29 April 2007

The perils of choice - Bell's Hell Hath No Fury at Shallo's

Conventional wisdom is that choice is a good thing. The more options available, the happier the person who may exercise those options, right? Well, psychologists are actually questioning this premise. In other words, they postulate that the more choices we have, the less happy we are. Just ask any New Yorker.

So that brings us to Shallo's Restaurant and Brewhouse, a beer-lover's sanctuary tucked into an inconspicuous strip mall on the extreme southern border of our beloved Naptown. As Chris has already mentioned, the beer choices at Shallo's are unbelievably impressive. Staggeringly impressive. Mind-blowingly impressive. In fact, they are so impressive that I felt a little bit of anxiety creeping in to my mind as I perused the beer menu. The thought echoing around my cranium was, "So many choices. So many choices. Hmmm...oh crap."

But then our special guest, Jim Schembre of World Class Beverages, thankfully demonstrated that the conventional wisdom about choice being good prevails. In other words, Jim showed me that the shrinks are full of dookie, at least when it comes to beer choices in Indiana. How did Jim do this? Well, aside from being a font of knowledge regarding fine malt beverages, Jim let us in on the business side of craft beers in the Hoosier State. According to Jim, the percentage of the market that craft beers hold in Indiana is minuscule compared to the markets in other states. Why? Well, there are a number of factors involved. Ultimately, it all boils down to knowledge, or lack thereof. We Hoosiers won't try what we don't know. After all, we're not a very adventurous lot. We like what is familiar to us. And, by and large, we Hoosiers are simply not knowledgeable about craft brews because they're not available in very many places in this state.
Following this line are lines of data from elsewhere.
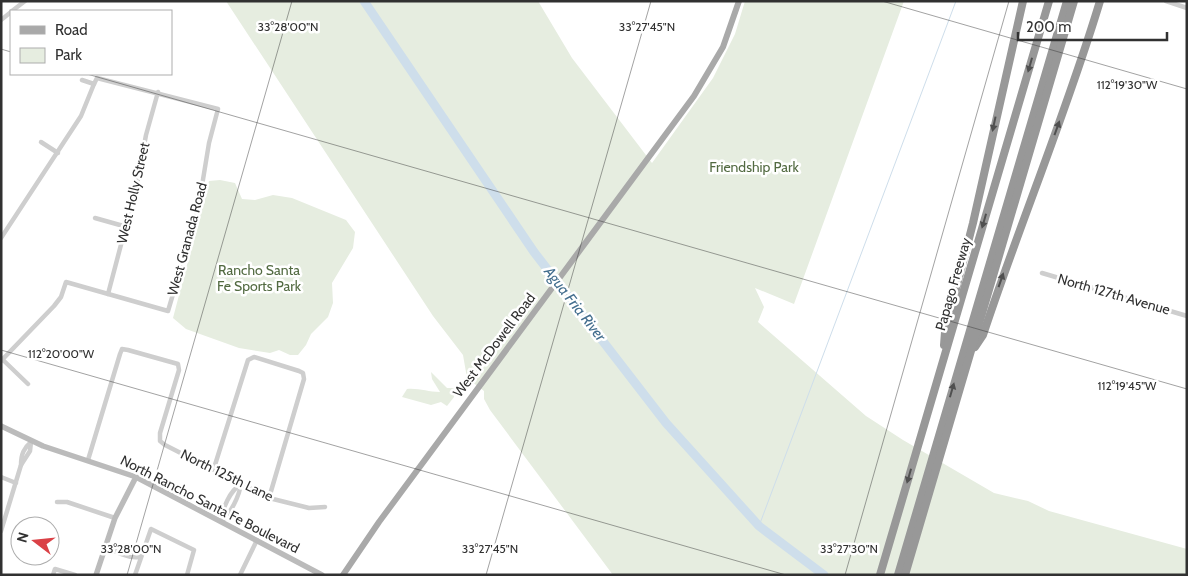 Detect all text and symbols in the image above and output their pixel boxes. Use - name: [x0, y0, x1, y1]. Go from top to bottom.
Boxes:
- legend: [10, 10, 172, 75]
- scale bar: [1018, 10, 1167, 42]
- text: 200 m: [1026, 18, 1071, 36]
- text: 33°28'00"N: [257, 19, 319, 34]
- text: 33°27'45"N: [619, 19, 675, 34]
- text: Road: [55, 21, 88, 39]
- text: Park: [55, 46, 82, 64]
- one-way arrow: [1026, 57, 1034, 72]
- text: 112°19'30"W: [1097, 77, 1158, 92]
- one-way arrow: [990, 116, 998, 131]
- one-way arrow: [1053, 120, 1061, 135]
- street label: West Holly Street: [113, 140, 153, 246]
- park label: Friendship Park: [709, 158, 799, 176]
- street label: West Granada Road: [163, 180, 211, 298]
- one-way arrow: [980, 213, 988, 228]
- street label: Papago Freeway: [931, 235, 975, 333]
- park label: Rancho Santa Fe Sports Park: [217, 261, 302, 295]
- water label: Agua Fria River: [540, 262, 610, 346]
- street label: North 127th Avenue: [1056, 269, 1172, 319]
- one-way arrow: [998, 273, 1005, 288]
- street label: West McDowell Road: [449, 289, 539, 401]
- text: 112°20'00"W: [28, 346, 95, 361]
- text: 112°19'45"W: [1098, 378, 1157, 393]
- one-way arrow: [948, 382, 956, 397]
- street label: North 125th Lane: [178, 445, 276, 505]
- street label: North Rancho Santa Fe Boulevard: [118, 451, 302, 557]
- one-way arrow: [904, 469, 912, 484]
- north arrow: [10, 516, 60, 566]
- text: N: [12, 530, 33, 545]
- text: 33°28'00"N: [100, 541, 162, 556]
- text: 33°27'45"N: [462, 541, 518, 556]
- text: 33°27'30"N: [820, 541, 878, 556]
Fortunately, this is changing as more Indiana liquor stores and bars venture into the craft beer market, upping the collective beer knowledge of us Hoosier folk. The number of brewpubs in Indiana has also helped to broaden craft beer horizons here. In short, Jim got me to see that I should cherish the Hoosier drinking establishments that have lots of beer choices because these establishments are not many.

So, with peace of mind, I started with Brooklyn Brewery's 2006 Winter Ale. As I've noted before, BB's beers have always impressed me. However, I wasn't blown away by the Winter Ale, which is a Scottish ale according to ratebeer. It certainly was malty and dark like a Scottish ale, but it was lacking some "oomph" for lack of a better expression. Not a bad beer, but nothing special. BB's other brands are more reliable in my opinion.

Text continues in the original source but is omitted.